Bien qu’elle ait beaucoup parlé et écrit de la gravité de ses combats contre la dépendance et la maladie mentale, la consommation d’alcool a marqué le véritable début du rôle de Fisher en fin de carrière en tant que défenseur de la santé mentale. En 2016, elle a écrit une chronique régulière pour The Guardian intitulée « Advice From the Dark Side » qui déstigmatisait et démystifiait la vie avec les maladies qu’elle combattait. Dans la dernière entrée de la série, publiée un mois avant sa mort, elle s’adressait à un jeune lecteur dépassé par les symptômes bipolaires et rassurait la personne qu’il était possible de faire la paix avec la maladie mentale. « Nous avons reçu une maladie difficile, et il n’y a pas d’autre option que de relever ces défis », a-t-elle écrit. C’est » l’occasion d’être un bon exemple pour les autres qui pourraient partager notre trouble. »
Il est curieux que pendant l’explosion des essais personnels de la dernière décennie, Fisher n’ait pas connu une renaissance littéraire de la même manière, par exemple, qu’Eve Babitz. Weller souligne l’importance de son sujet en tant que modèle pour d’autres « femmes difficiles », mais ne considère pas la place légitime de Fisher parmi les écrivaines confessionnelles et troublées. Héritier de la mélancolie de Sylvia Plath, Fisher se trouve intelligemment entre Babitz et Elizabeth Wurtzel — un glorieux triumvirat de conscience de soi désordonnée. Mais surtout, Fisher n’est jamais tombé dans le piège de penser « que la vie exposée est la même chose qu’une vie examinée », comme l’a justement écrit la critique de livres Michiko Kakutani dans un article du New York Times de 1997 sur l’engouement pour les mémoires confessionnels de l’époque. Fisher n’était pas sous une telle illusion. Sa vie a été exposée dès le début, et elle était déterminée à l’ouvrir, petit à petit, pour notre plaisir.
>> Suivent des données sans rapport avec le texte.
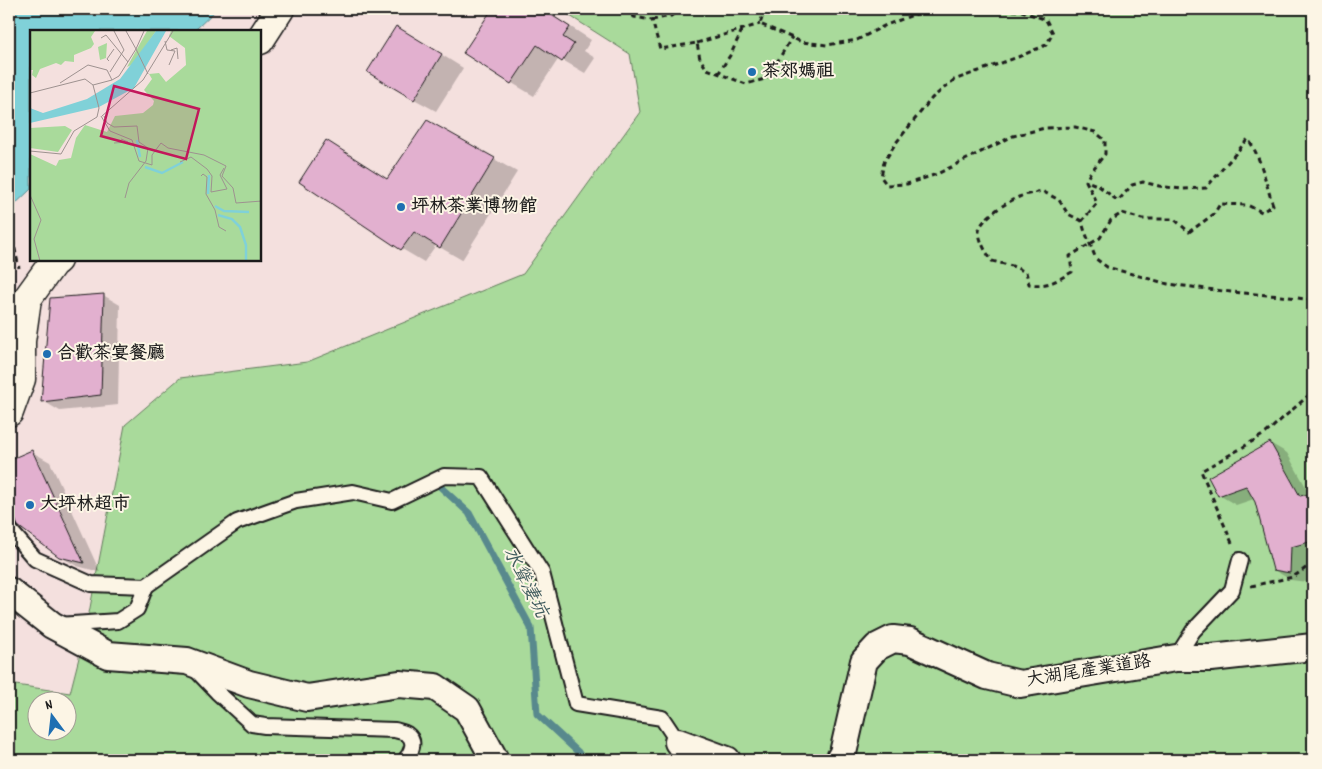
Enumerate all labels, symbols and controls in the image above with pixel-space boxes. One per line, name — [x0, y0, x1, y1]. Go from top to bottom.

Les livres de Fisher témoignent d’un voyage ardu vers quelque chose qui ressemble à l’acceptation de soi. En décembre 2016, à l’âge de 60 ans, elle a fait un arrêt cardiaque à bord d’un vol de Londres à Los Angeles alors qu’elle faisait la promotion de ce qui devait être son dernier livre, The Princess Diarist. Bien que la cause du décès ait été initialement donnée comme un arrêt cardiaque dû en partie à son apnée chronique du sommeil, des traces de cocaïne, d’héroïne et d’autres opiacés ont été trouvées dans son système. Ses cendres ont été déposées dans une urne en forme de pilule de Prozac. « Je sentais que c’était là où elle voudrait être », a expliqué Todd Fisher.
Peu avant la sortie de A Life on the Edge, l’ex-partenaire de Fisher, Bryan Lourd, a publié une déclaration désavouant le livre de Weller. « Les seuls livres sur Carrie Fisher qui valent la peine d’être lus sont ceux que Carrie a écrits elle-même », a-t-il déclaré. « Elle nous a parfaitement dit tout ce que nous devions savoir. »Alors que le livre de Weller se révèle exhaustif, empathique et laborieusement étudié, son point de vue sonne vrai: Il n’y a pas de substitut à la propre voix de Fisher.